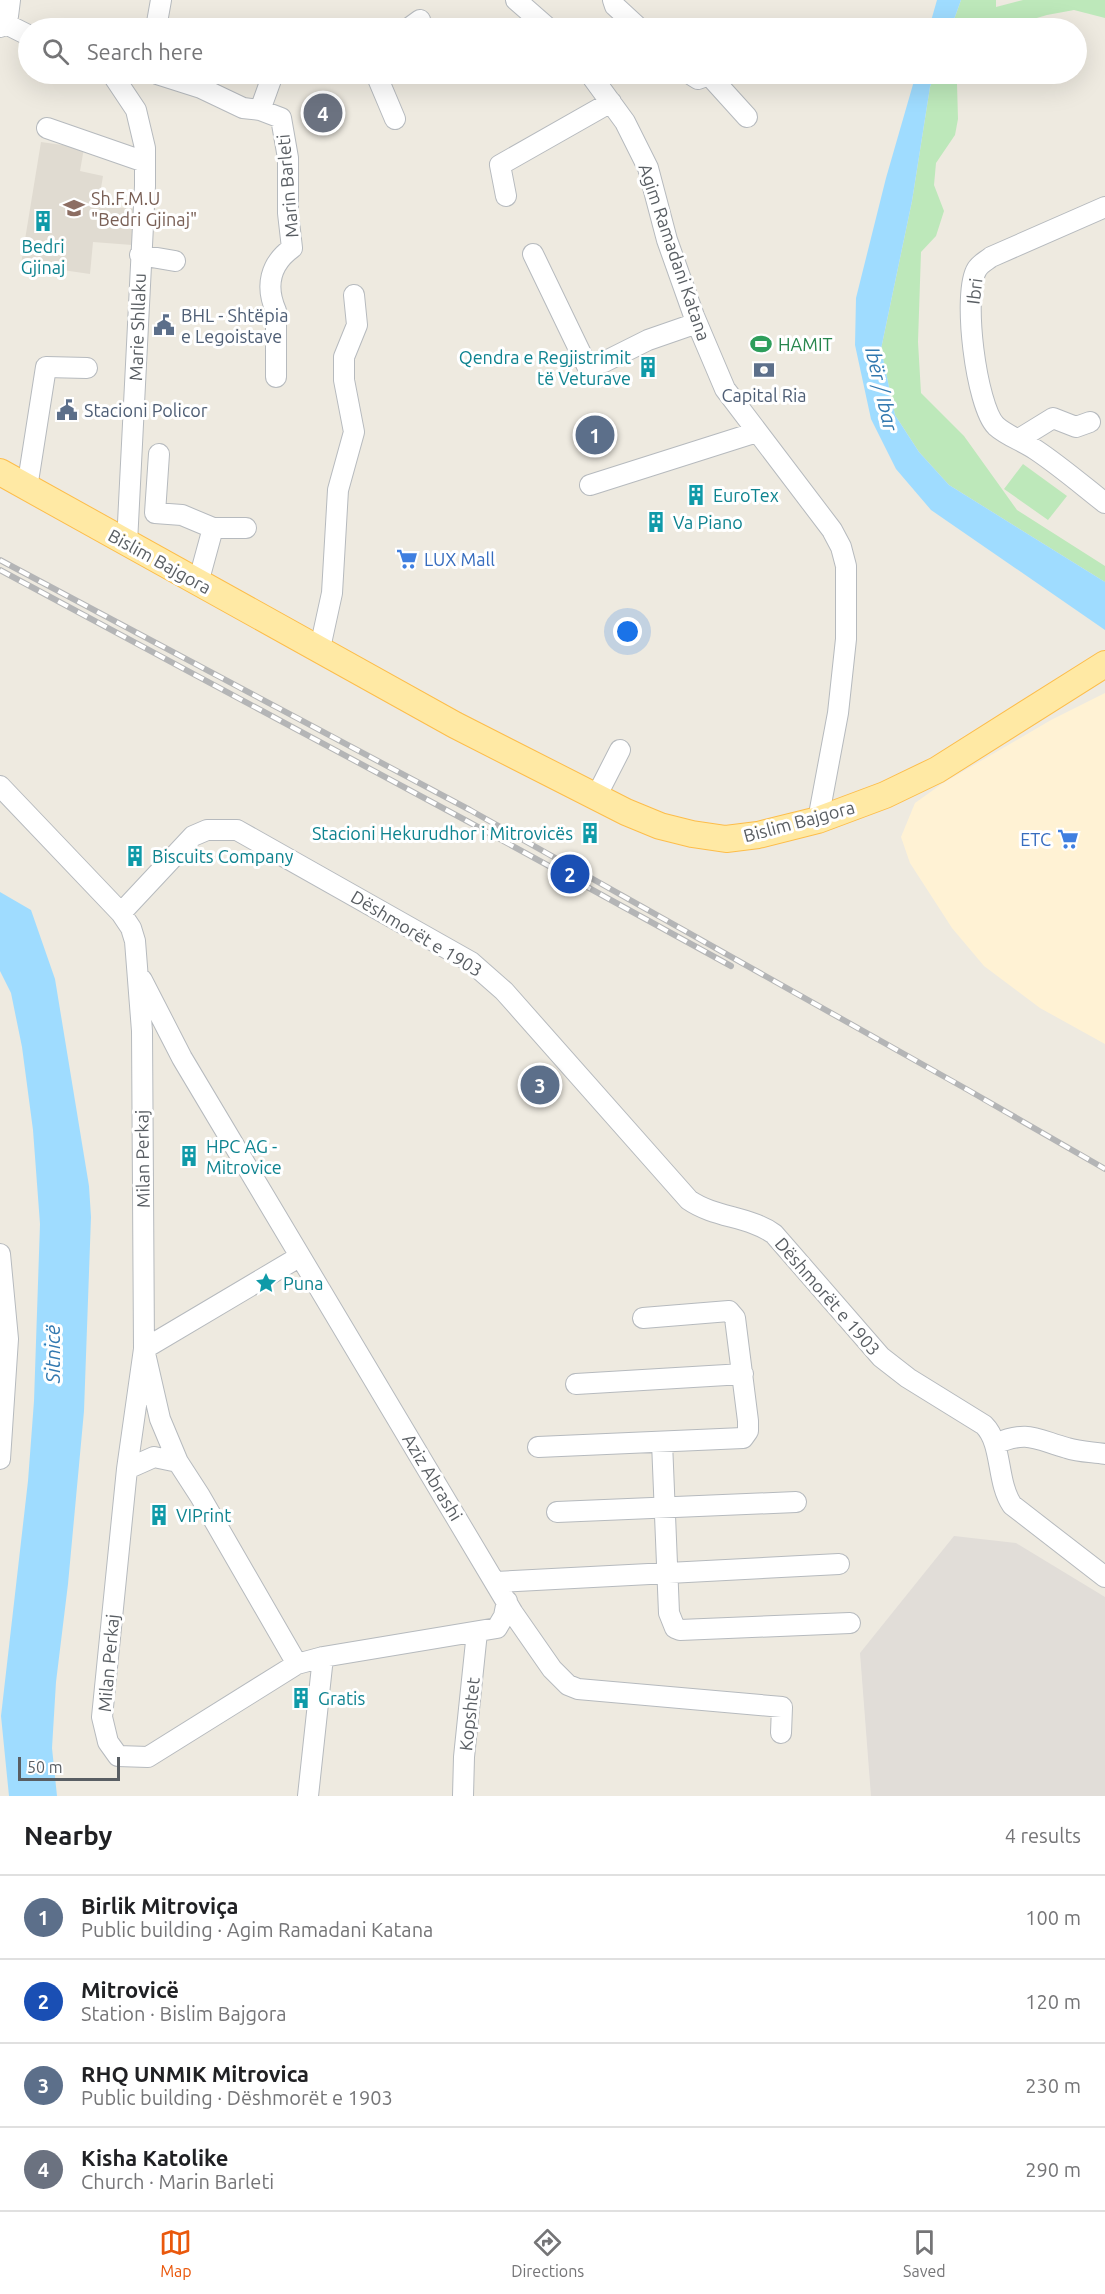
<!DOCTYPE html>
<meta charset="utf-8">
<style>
:root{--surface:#fff;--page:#f6f6f6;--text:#202124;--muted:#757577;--line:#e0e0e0;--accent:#ea580c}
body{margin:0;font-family:Ubuntu,sans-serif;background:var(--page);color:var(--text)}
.scale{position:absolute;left:18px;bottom:15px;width:102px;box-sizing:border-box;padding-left:6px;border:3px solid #595e63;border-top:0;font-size:16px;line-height:21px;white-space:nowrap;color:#595e63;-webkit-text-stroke:4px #fff;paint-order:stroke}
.you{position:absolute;left:628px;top:632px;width:21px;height:21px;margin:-15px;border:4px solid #fff;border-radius:50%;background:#1a73e8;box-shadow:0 0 0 9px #1a73e833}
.badge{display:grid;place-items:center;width:39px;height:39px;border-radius:50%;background:var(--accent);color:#fff;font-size:20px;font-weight:700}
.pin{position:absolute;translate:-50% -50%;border:3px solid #fff;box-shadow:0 2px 6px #0006}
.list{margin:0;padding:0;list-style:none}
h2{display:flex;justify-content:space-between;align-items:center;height:78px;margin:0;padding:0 24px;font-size:26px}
h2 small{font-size:20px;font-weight:400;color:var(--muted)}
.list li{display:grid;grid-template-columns:39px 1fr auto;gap:18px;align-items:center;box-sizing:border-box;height:84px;padding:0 24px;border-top:2px solid var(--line)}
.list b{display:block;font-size:22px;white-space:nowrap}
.list p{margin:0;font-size:20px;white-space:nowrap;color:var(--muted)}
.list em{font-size:20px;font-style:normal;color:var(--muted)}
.icon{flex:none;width:33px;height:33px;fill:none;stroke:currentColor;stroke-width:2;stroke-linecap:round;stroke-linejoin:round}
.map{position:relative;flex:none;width:1105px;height:1796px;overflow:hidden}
.search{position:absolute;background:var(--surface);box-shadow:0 6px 24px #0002;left:18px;right:18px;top:18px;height:66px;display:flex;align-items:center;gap:15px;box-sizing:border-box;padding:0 21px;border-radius:33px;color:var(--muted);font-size:22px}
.sheet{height:414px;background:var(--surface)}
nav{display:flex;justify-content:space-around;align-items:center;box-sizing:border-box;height:84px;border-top:2px solid var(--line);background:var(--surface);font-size:16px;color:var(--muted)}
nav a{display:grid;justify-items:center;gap:3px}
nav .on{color:var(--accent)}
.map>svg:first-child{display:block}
.commercial{fill:#fff2d4}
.industrial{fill:#e1ddd8}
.education{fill:#e0dbd1}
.green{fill:#bde8ba}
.water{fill:#9fdcff}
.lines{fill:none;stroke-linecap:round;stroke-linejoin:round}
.minor-casing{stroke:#b6babe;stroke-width:22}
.major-casing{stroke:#fdbd4a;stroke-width:28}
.minor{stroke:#fff;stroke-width:20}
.major{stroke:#ffe9a4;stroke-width:26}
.rail-casing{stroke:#b4b5b6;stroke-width:6}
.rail{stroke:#fff;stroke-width:4;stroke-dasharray:11;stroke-linecap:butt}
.labels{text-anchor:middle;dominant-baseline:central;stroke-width:6;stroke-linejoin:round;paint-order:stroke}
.street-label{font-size:18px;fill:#595e63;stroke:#fff}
.education-label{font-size:18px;fill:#785e54;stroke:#fff;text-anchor:start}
.culture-label{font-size:18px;fill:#0d838f;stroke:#fff;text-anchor:start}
.service-label{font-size:18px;fill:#4e5e75;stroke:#fff;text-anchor:start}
.leisure-label{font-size:18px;fill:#27864d;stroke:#fff;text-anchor:start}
.shop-label{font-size:18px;fill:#366cbe;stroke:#fff;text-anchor:start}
.water-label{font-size:20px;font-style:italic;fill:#3279b0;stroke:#fff}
</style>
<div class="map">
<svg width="1105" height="1796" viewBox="0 0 1105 1796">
<rect width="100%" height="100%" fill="#eeeae0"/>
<!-- commercial -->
<path class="commercial" d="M1105,693V1044L1040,1008L984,966L952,928L910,863L901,837L915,803L943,783L1051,720Z"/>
<!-- industrial -->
<path class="industrial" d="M954,1536L1016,1543L1105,1597V1796H871L860,1653Z"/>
<!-- education -->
<path class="education" d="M41,142L84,148L80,171L103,176L98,206L137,209L132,245L93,242L90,274L21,264Z"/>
<!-- green -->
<path class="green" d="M961,0H996V7L1023,0H1105V18L1074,10L1047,15L1016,24L1017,28H951Z
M935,74H968L957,84L958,119L955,135L936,163L934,185L944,211L936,236L921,252L918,342L921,393L964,436L1017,510L1105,566V582L949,485L919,452L895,415L881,349L912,201L930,87Z
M1023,464L1067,496L1048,520L1004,489Z"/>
<!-- water -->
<path class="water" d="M937,0H961L951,28H929Z
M916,74H935L930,87L912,201L881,349L895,415L919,452L949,485L1105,582V630L931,510L896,469L871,419L855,345L856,298L886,178Z
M0,892L31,910L55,979L89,1186L91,1217L84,1411L68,1584L56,1682L52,1748L57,1796H9L1,1716L28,1481L34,1401L40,1224L33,1130L22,1047L11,993L0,971Z"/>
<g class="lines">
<defs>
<path id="minor" d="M516,0L548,28
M613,0L615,6L639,28
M4,23L28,35
M0,27L8,16L10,0
M156,28L161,0
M409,28L420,20
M112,74L136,110L145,148V186L127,543
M157,74L201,88L243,108L260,110L281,118L288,158V213L292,248C270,264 265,286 276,311V377
M376,74L395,119
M590,74L625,122L648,168L667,240L694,316L725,389L832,530L841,547L846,566V639L838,713L818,820
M690,74L698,79L709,75L747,117
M260,110L273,74
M47,128L145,162
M506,196L500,165L611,102
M1105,207L991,257C986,261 980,264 977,269C962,293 976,406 996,426C1007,436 1023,441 1036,450C1060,466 1082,485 1105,503
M533,254L587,366L604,362L648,340L697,323
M140,255L175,261
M1019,439L1053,418L1076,427L1090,422
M159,454L155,513L182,515L213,528
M590,485L757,432
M27,488L46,367L87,368
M198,583L213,528H246
M320,648L332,593L338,490L354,432L344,380V357L357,325L354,295
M0,786L121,913L131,928L135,941L142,1031L144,1349L127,1469L102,1717L108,1742L118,1756L148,1757L297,1664L323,1657L497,1628L504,1616L507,1601
M596,797L620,750
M121,913L193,836L207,830H237L471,962L504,991L689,1200C715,1218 749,1216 774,1234L881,1357L908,1378L984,1425C1003,1444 996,1481 1012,1505L1105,1577
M142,980L182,1058L513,1613L552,1669L568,1685L578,1689L782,1707L781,1733
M0,1254L8,1339L0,1459
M576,1384L743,1374
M662,1442L669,1613L675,1628L680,1630L850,1623
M995,1444C1028,1430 1035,1439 1067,1448C1079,1452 1093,1452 1105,1454
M538,1447L743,1438L748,1431V1421L735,1318L729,1311L643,1318
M127,1469L154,1457L178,1462
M557,1512L796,1502
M496,1582L839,1564
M297,1664L200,1496L178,1462L160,1419L144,1349L299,1257
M308,1796L323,1657
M463,1796L464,1757L477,1632"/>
<path id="major" d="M0,472L455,725L626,812L660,826L692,834L726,839L758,835L818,820L885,795L937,770L1105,664"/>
</defs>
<!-- minor casing -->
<use href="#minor" class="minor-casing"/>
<!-- major casing -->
<use href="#major" class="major-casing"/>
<!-- minor -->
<use href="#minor" class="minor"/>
<!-- major -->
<use href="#major" class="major"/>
<defs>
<path id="rail" d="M0,560L470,810L968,1090L1105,1169
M0,570L467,821L731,966"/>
</defs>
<!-- rail casing -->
<use href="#rail" class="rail-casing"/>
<!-- rail -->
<use href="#rail" class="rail"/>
</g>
<!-- icons -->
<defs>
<symbol id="school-bare" viewBox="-9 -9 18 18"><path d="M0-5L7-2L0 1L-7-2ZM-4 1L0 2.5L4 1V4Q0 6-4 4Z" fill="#8d6e63" stroke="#fff" stroke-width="2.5" paint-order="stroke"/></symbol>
<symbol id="building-bare" viewBox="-9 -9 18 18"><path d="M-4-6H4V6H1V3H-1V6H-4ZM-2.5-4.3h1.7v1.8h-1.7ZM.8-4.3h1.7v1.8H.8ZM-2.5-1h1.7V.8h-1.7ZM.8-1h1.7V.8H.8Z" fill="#0f9aa8" stroke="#fff" stroke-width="2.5" paint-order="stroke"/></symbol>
<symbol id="civic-bare" viewBox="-9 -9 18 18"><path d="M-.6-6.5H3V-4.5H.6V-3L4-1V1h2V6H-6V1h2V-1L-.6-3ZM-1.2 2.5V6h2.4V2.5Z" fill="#5c6f8a" stroke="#fff" stroke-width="2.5" paint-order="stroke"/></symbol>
<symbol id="stadium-bare" viewBox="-9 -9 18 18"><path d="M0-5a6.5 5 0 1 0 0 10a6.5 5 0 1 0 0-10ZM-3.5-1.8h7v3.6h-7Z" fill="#2e9e5b" stroke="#fff" stroke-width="2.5" paint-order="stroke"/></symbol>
<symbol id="bank-bare" viewBox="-9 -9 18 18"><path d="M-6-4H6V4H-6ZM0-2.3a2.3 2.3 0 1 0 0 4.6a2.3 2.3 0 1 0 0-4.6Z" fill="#5c6f8a" stroke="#fff" stroke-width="2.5" paint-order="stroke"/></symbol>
<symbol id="supermarket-bare" viewBox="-9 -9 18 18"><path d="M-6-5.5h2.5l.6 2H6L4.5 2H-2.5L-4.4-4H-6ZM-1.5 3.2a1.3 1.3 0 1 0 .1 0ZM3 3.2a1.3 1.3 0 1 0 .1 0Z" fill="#3f7fe0" stroke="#fff" stroke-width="2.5" paint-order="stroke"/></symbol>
<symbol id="sight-bare" viewBox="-9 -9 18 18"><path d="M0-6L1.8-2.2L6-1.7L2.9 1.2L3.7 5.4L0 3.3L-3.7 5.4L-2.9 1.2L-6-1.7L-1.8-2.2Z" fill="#0f9aa8" stroke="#fff" stroke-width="2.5" paint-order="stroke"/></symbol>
</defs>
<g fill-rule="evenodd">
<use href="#school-bare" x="59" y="193" width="30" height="30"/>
<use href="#building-bare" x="28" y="206" width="30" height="30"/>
<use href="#civic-bare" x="149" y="310" width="30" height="30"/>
<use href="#stadium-bare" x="746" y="329" width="30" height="30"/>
<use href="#building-bare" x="633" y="352" width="30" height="30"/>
<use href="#bank-bare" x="749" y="355" width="30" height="30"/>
<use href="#civic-bare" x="52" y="395" width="30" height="30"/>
<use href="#building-bare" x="681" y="480" width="30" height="30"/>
<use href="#building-bare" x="641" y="507" width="30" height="30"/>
<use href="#supermarket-bare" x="392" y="544" width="30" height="30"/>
<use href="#building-bare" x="575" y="818" width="30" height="30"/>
<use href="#supermarket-bare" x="1053" y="824" width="30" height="30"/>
<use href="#building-bare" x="120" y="841" width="30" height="30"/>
<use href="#building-bare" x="174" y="1141" width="30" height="30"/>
<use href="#sight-bare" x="251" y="1268" width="30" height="30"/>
<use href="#building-bare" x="144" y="1500" width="30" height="30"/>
<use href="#building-bare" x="286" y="1683" width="30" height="30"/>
</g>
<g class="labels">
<!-- street labels -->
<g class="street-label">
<text transform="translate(287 186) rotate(-95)">Marin Barleti</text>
<text transform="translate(675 252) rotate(71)">Agim Ramadani Katana</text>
<text transform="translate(974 291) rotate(-83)">Ibri</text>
<text transform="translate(137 327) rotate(-88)">Marie Shllaku</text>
<text transform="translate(160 561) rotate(29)">Bislim Bajgora</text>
<text transform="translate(799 821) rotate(-15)">Bislim Bajgora</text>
<text transform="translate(417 933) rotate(31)">Dëshmorët e 1903</text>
<text transform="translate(142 1159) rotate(-91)">Milan Perkaj</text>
<text transform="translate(828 1296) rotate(49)">Dëshmorët e 1903</text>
<text transform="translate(433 1477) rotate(59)">Aziz Abrashi</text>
<text transform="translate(108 1663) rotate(-85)">Milan Perkaj</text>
<text transform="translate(469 1714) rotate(-84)">Kopshtet</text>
</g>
<!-- education labels -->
<g class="education-label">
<text x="91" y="198">Sh.F.M.U<tspan x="91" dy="21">"Bedri Gjinaj"</tspan></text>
</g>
<!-- culture labels -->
<g class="culture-label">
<text x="43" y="246" text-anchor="middle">Bedri<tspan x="43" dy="21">Gjinaj</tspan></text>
<text x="631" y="357" text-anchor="end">Qendra e Regjistrimit<tspan x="631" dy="21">të Veturave</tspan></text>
<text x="713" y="495">EuroTex</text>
<text x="673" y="522">Va Piano</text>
<text x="573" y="833" text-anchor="end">Stacioni Hekurudhor i Mitrovicës</text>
<text x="152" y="856">Biscuits Company</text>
<text x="206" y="1146">HPC AG -<tspan x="206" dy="21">Mitrovice</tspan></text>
<text x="283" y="1283">Puna</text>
<text x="176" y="1515">VIPrint</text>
<text x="318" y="1698">Gratis</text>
</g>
<!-- service labels -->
<g class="service-label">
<text x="181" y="315">BHL - Shtëpia<tspan x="181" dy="21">e Legoistave</tspan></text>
<text x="764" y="395" text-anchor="middle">Capital Ria</text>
<text x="84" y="410">Stacioni Policor</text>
</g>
<!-- leisure labels -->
<g class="leisure-label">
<text x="778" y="344">HAMIT</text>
</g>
<!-- shop labels -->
<g class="shop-label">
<text x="424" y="559">LUX Mall</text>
<text x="1051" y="839" text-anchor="end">ETC</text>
</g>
<!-- water labels -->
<g class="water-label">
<text transform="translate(882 389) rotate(77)">Ibër / Ibar</text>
<text transform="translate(52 1354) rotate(-90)">Sitnicë</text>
</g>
</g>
</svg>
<div class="scale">50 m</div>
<div class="you"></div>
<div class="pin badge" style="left:595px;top:435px;background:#5c6f8a">1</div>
<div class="pin badge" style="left:570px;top:874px;background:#1a4fb4">2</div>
<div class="pin badge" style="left:540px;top:1085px;background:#5c6f8a">3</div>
<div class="pin badge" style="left:323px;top:113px;background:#6b7280">4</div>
<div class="search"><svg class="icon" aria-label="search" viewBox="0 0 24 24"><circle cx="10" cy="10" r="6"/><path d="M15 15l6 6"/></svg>Search here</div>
</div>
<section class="sheet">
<h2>Nearby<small>4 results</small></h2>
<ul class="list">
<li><span class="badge" style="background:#5c6f8a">1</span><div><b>Birlik Mitroviça</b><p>Public building · Agim Ramadani Katana</p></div><em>100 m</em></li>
<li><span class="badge" style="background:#1a4fb4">2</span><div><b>Mitrovicë</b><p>Station · Bislim Bajgora</p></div><em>120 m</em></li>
<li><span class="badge" style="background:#5c6f8a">3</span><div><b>RHQ UNMIK Mitrovica</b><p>Public building · Dëshmorët e 1903</p></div><em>230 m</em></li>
<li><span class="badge" style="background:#6b7280">4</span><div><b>Kisha Katolike</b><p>Church · Marin Barleti</p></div><em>290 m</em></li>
</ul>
</section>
<nav>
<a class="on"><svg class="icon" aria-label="map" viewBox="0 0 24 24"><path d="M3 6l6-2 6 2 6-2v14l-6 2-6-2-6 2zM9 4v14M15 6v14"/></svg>Map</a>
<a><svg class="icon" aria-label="directions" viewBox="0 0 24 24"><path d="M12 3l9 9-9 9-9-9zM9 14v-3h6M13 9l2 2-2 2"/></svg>Directions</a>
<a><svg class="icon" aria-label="saved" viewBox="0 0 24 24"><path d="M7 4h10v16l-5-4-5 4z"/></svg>Saved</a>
</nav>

•••••

### TRY IT
A single number is expected: how many lines in the records contain the string "scale".

### EXPECTED OUTPUT
2